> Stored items
======

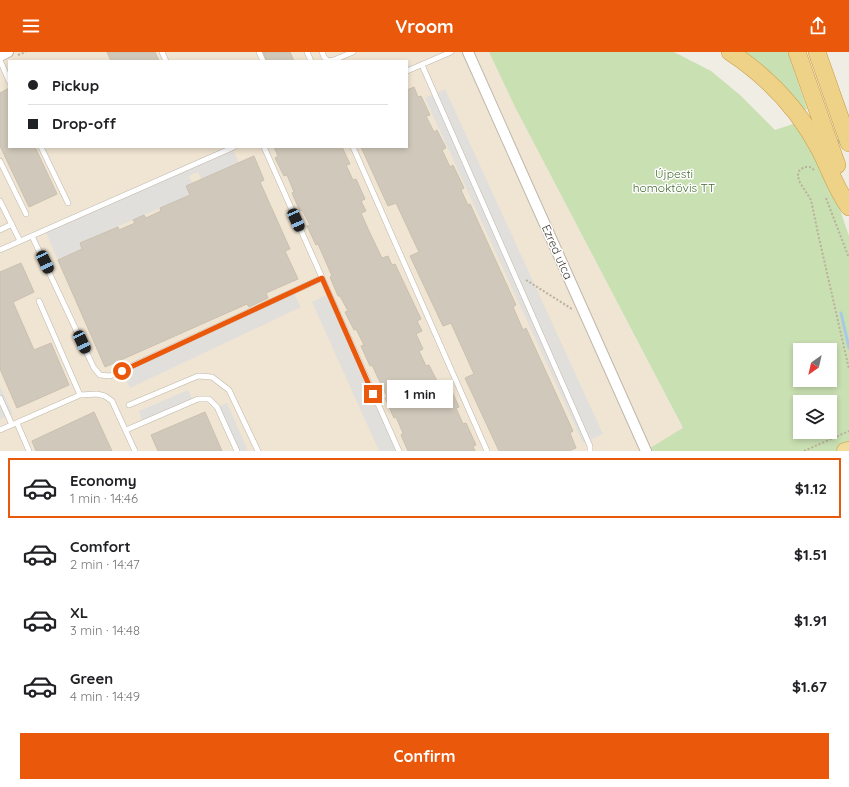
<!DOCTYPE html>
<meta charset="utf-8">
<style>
:root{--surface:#fff;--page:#f2f2f2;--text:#202124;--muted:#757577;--line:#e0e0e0;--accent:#ea580c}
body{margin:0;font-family:Quicksand,sans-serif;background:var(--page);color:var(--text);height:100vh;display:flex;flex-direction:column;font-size:15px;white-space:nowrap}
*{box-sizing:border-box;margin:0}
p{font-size:13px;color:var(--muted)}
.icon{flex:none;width:22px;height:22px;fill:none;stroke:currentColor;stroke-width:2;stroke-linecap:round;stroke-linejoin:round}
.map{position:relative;height:399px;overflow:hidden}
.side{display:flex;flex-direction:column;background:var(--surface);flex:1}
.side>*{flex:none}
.top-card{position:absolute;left:8px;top:8px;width:400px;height:88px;border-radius:0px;box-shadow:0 2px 6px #0003;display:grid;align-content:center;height:88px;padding:0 20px;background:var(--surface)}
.needle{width:26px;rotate:214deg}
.tools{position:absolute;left:793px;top:291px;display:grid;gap:8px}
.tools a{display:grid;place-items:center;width:44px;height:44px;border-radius:0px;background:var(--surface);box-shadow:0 2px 6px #0003;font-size:20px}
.end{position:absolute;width:18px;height:18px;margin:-9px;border:5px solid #ea580c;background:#fff;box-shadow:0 0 0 2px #fff}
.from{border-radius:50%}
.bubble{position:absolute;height:28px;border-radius:0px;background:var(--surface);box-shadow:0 2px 6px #0003;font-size:13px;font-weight:700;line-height:28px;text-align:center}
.car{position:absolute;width:12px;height:24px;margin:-12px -6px;border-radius:5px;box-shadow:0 0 3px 1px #0007;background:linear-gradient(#222 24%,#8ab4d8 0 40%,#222 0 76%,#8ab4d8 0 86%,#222 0)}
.top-card b{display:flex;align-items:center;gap:14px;height:38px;font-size:15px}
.top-card b+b{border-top:1px solid var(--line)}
.top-card i{width:10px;height:10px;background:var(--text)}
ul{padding:7px 0 0;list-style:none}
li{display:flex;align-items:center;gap:12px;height:60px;margin:0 8px 6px;padding:0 12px;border:2px solid transparent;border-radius:0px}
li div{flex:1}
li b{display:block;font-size:15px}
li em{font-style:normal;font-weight:700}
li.current{border-color:var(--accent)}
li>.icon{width:36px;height:36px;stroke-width:1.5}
.primary-button{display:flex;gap:8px;margin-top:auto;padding:8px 20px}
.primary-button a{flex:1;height:46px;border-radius:0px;background:var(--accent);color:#fff;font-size:16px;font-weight:700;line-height:46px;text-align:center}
header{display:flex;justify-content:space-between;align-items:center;height:52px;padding:0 20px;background:var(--accent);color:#fff;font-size:18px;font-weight:700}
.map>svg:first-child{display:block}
.commercial{fill:#f0e4d2;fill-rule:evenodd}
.green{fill:#c9e0b2;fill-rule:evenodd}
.parking{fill:#e1dfdc}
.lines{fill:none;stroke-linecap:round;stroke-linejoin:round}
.stream{stroke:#a7cae6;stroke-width:3}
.building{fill:#d0c9bb;stroke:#cac0b0}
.service-casing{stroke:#bdb7ab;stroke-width:6}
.minor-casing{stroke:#bdb7ab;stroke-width:12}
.primary-casing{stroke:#d4b96f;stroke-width:18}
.trunk-casing{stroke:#c99d46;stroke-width:18}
.path{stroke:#bab09b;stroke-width:2;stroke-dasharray:2 2;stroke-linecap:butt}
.service{stroke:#fff;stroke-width:5}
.minor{stroke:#fff;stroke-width:10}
.primary{stroke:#f1dc9c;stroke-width:16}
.trunk{stroke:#eed288;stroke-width:17}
.route{stroke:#ea580c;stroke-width:5}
.labels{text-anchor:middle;stroke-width:3;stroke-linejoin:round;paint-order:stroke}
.park-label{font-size:12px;fill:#456b30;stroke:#fff}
.street-label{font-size:12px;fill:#413d35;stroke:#fff}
</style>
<header><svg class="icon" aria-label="menu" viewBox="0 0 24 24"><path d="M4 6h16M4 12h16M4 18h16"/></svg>Vroom<svg class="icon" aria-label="share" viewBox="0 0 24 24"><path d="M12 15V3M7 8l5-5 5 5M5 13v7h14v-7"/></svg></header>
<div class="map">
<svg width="849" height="399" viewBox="0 0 849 399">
<rect width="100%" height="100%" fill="#f0ede5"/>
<path class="commercial" d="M 0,0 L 489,0 L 515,55 L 683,377 L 645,399 L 0,399 ZM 9,9 L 407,9 L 407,95 L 9,95 Z"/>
<path class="green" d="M 489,0 L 674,0 L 711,19 L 740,43 L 775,78 L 799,70 L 835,143 L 849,184 L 849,399 L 645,399 L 683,376 L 515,55 ZM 800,298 L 830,298 L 830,328 L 800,328 ZM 800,350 L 830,350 L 830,380 L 800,380 Z
M 745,0 L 788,0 L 807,57 L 804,58 C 788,34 767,17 745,0 Z"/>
<path class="parking" d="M 445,37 L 603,382 L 583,391 L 425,46 Z
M 232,96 L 239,111 L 201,127 L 198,120 L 189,124 L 192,131 L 186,134 L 190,143 L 80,191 L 82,197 L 58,208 L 45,178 Z
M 293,239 L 301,255 L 130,336 L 122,319 Z
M 329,242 L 399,399 L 379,399 L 312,250 Z
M 0,334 L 13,362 L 0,367 Z
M 188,338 L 193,349 L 143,371 L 139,359 Z
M 227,351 L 248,399 L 237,399 L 217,355 Z"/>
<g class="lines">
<path class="stream" d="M 838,89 L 839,90
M 841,261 L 849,296"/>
</g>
<path class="building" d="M 107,0 L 155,0 L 159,9 L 111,9 Z
M 263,0 L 290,0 L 294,9 L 267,9 Z
M 414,35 L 418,45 L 421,44 L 430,63 L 426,64 L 434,80 L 437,78 L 446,96 L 442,98 L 450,115 L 453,113 L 464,136 L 461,138 L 468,153 L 470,152 L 516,253 L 513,255 L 523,278 L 526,276 L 573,379 L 570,381 L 576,396 L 569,399 L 499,399 L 465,326 L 474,322 L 451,271 L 443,274 L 410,204 L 419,200 L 396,151 L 388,154 L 361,95 L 407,95 L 407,38 Z
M 9,36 L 9,95 L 35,95 L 57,142 L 29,155 L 0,94 L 0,41 Z
M 274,95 L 342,95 L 350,112 L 346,113 L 353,128 L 356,127 L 365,147 L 361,149 L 366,159 L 361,161 L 368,177 L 382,206 L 388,204 L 392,213 L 395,212 L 421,267 L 417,269 L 422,279 L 416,282 L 423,297 L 419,299 L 426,314 L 429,313 L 439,333 L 444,331 L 447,337 L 450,335 L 459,355 L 456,356 L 463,372 L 466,371 L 476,393 L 473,394 L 475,399 L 408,399 L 401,383 L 403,381 L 396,365 L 394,366 L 385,346 L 387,345 L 372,313 L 370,314 L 361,294 L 364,293 L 356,277 L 354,278 L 345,260 L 348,259 L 340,244 L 338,244 L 330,225 L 332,224 L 318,192 L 316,193 L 307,174 L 310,173 L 302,158 L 300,159 L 292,141 L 294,140 L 287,123 L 284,124 L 275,106 L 278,104 Z
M 254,104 L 264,128 L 260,130 L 290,197 L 285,199 L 298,227 L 266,241 L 268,246 L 249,255 L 247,252 L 105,315 L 58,208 L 82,197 L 80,191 L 118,175 L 119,178 L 135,171 L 133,168 L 144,163 L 146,166 L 161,159 L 160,156 L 190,143 L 186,134 Z
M 21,211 L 34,240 L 13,250 L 34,298 L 51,291 L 69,333 L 17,356 L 0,317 L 0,220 Z
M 94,360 L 112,399 L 36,399 L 32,389 Z
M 205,360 L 222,399 L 158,399 L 151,383 Z"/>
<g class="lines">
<g class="service-casing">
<path id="service" d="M 162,0 L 166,9
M 259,0 L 263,9
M 307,0 L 311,9
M 322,0 L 324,5 L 328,9 L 334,8 L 353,0
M 0,8 L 9,29
M 422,13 L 590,394 L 590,399
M 407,19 L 451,0
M 41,95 L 68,151
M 264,95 L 399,399
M 353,95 L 487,399
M 0,109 L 26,162
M 0,149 L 20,189
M 0,178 L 12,172
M 32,184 L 94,316 L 100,323 L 110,324 L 322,226
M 0,198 L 234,95
M 39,249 L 80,343
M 0,346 L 12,373
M 129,353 L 198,324 L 212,325 L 229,338 L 258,399
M 17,371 L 29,399
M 0,378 L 80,343 L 97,342 L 105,344 L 112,349 L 135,399
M 126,378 L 198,347 L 209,347 L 217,355 L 237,399"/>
</g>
<g class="minor-casing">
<path id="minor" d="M 468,0 L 646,399
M 0,4 L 8,0"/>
</g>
<g class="primary-casing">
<path id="primary" d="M 845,399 L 849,398"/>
</g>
<g class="trunk-casing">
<path id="trunk" d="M 730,0 C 768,25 799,58 820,98 C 830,118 836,137 849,155
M 797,0 L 837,113
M 817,0 L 849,91"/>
</g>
<path class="path" d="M 18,3 L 26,0
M 814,118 L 810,115 L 804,115 L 799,119 L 798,123 L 799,129 L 811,148 L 819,186 L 849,317
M 826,146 L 849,206
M 526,228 L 572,257
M 804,399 L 849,379"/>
<use href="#service" class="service"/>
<use href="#minor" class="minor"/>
<use href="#primary" class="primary"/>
<use href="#trunk" class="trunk"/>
</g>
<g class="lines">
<path class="route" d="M 122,319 L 322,226 L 373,342"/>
</g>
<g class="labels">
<g class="park-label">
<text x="674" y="126">Újpesti<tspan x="674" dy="14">homoktövis TT</tspan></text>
</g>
<g class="street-label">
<text transform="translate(557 200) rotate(66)" y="4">Ezred utca</text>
</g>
</g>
</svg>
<div class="tools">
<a><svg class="needle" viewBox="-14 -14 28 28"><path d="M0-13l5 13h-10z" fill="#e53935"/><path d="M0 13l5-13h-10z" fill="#757577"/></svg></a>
<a><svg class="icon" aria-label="layers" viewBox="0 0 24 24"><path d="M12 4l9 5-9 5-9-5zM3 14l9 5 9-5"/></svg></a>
</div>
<i class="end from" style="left:122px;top:319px"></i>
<i class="end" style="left:373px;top:342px"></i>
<div class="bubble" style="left:387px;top:328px;width:66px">1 min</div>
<i class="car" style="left:296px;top:168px;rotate:156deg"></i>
<i class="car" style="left:45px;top:210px;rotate:155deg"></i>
<i class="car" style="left:82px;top:290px;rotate:155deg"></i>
<div class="top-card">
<b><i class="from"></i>Pickup</b>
<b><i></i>Drop-off</b>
</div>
</div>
<section class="side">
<ul>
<li class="current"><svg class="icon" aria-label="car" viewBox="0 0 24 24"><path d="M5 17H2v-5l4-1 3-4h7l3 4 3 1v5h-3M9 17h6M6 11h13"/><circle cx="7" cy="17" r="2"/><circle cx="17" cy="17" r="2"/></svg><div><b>Economy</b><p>1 min · 14:46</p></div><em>$1.12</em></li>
<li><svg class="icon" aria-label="car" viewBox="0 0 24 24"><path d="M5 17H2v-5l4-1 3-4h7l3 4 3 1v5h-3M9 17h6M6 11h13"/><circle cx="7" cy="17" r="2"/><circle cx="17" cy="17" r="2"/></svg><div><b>Comfort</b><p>2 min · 14:47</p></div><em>$1.51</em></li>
<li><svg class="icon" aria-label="car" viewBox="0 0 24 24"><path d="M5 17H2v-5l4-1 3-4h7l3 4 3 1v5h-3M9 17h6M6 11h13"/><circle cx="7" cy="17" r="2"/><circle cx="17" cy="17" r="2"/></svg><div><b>XL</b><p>3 min · 14:48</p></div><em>$1.91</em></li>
<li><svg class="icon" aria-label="car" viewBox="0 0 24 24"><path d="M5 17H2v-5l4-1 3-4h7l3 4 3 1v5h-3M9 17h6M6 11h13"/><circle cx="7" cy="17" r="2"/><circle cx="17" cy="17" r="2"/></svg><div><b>Green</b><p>4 min · 14:49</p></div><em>$1.67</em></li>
</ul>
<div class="primary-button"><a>Confirm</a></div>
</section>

======

> Aim of the task
All lines of the data that hold "column" need to be copied.

> Solution below
body{margin:0;font-family:Quicksand,sans-serif;background:var(--page);color:var(--text);height:100vh;display:flex;flex-direction:column;font-size:15px;white-space:nowrap}
.side{display:flex;flex-direction:column;background:var(--surface);flex:1}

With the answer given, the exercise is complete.